__What this task involves__
Count the lines in the data below that have "Keep" in them, and reply with only that number.

------------------------

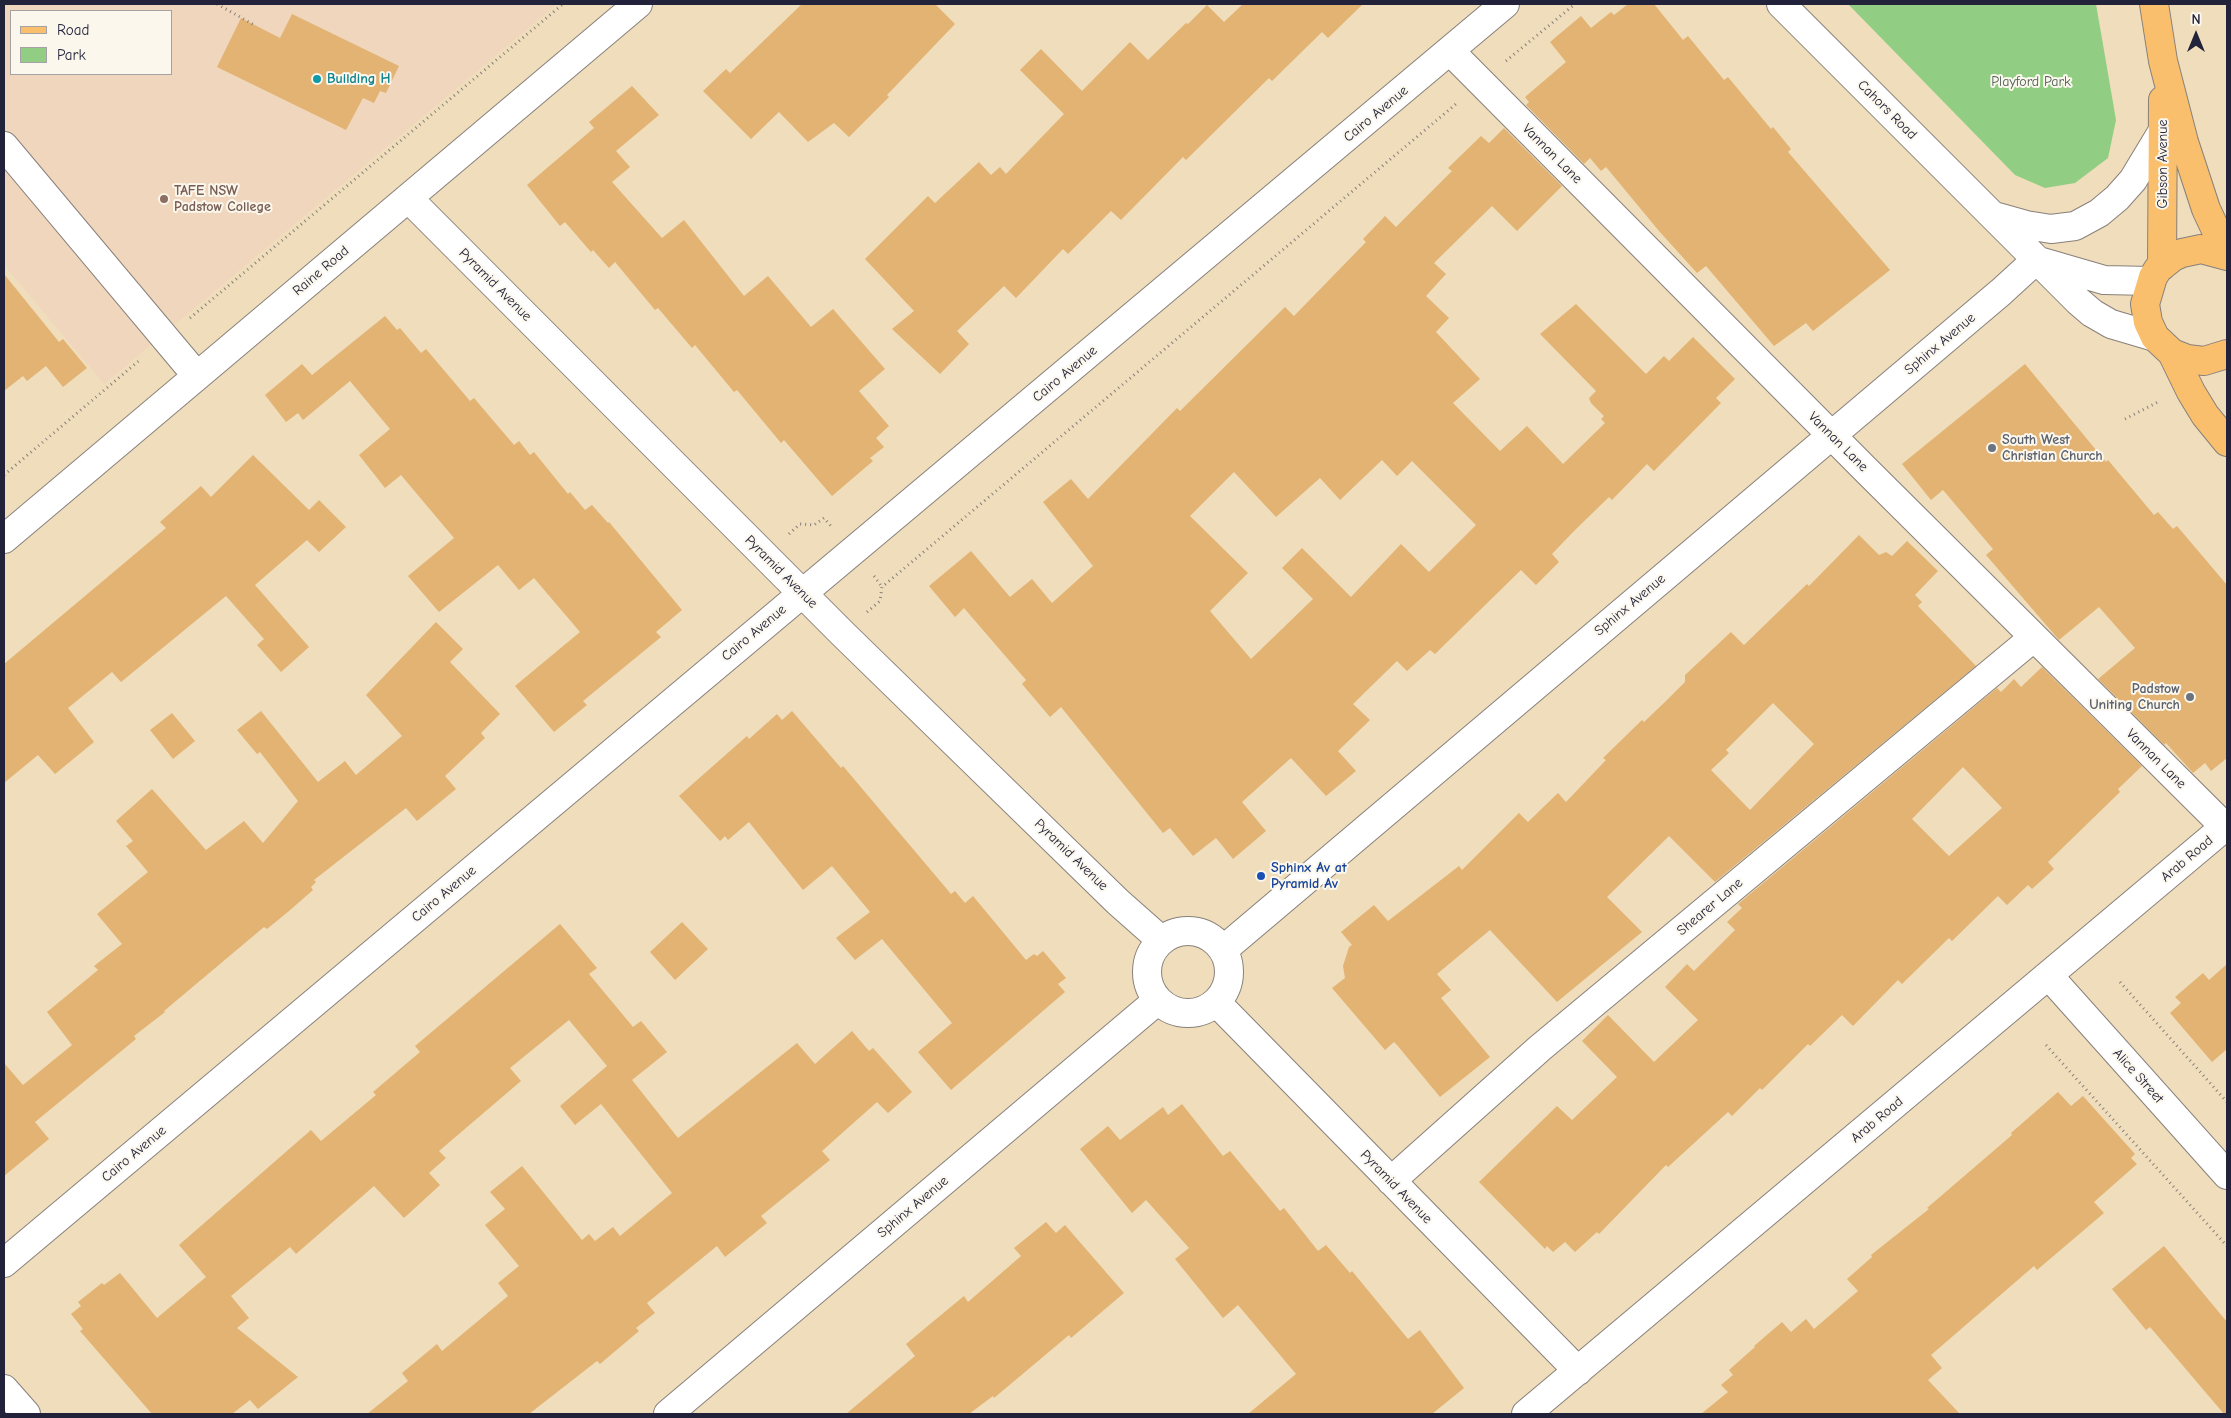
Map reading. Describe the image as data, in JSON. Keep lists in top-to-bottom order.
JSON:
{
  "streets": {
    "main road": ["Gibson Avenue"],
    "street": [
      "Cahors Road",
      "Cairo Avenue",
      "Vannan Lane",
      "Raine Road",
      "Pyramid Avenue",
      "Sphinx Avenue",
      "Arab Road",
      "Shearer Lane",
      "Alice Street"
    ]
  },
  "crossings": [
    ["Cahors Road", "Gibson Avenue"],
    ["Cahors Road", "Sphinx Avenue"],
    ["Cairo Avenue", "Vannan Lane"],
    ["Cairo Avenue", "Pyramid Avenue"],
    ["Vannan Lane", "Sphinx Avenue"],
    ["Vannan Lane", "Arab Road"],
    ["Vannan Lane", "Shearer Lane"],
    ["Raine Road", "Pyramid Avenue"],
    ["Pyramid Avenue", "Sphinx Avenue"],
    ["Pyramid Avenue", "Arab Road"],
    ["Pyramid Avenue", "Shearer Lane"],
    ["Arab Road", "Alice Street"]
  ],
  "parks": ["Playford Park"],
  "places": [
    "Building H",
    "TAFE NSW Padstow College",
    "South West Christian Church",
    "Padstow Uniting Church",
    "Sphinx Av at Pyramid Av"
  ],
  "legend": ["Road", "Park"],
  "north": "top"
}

------------------------

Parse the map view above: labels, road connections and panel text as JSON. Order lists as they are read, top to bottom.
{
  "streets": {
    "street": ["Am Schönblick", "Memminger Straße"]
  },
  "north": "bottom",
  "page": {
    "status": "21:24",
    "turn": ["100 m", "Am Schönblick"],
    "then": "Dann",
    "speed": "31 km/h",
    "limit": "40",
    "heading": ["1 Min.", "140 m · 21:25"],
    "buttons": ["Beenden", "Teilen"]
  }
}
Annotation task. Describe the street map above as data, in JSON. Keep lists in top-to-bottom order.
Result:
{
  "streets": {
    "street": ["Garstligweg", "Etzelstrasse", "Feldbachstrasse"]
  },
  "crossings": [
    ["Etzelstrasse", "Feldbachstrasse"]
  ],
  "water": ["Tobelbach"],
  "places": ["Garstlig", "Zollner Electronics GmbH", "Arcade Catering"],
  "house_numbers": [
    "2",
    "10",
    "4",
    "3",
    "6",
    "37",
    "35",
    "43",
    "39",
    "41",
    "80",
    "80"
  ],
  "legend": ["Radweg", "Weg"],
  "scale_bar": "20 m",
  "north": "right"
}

------------------------

__Response to the task__
2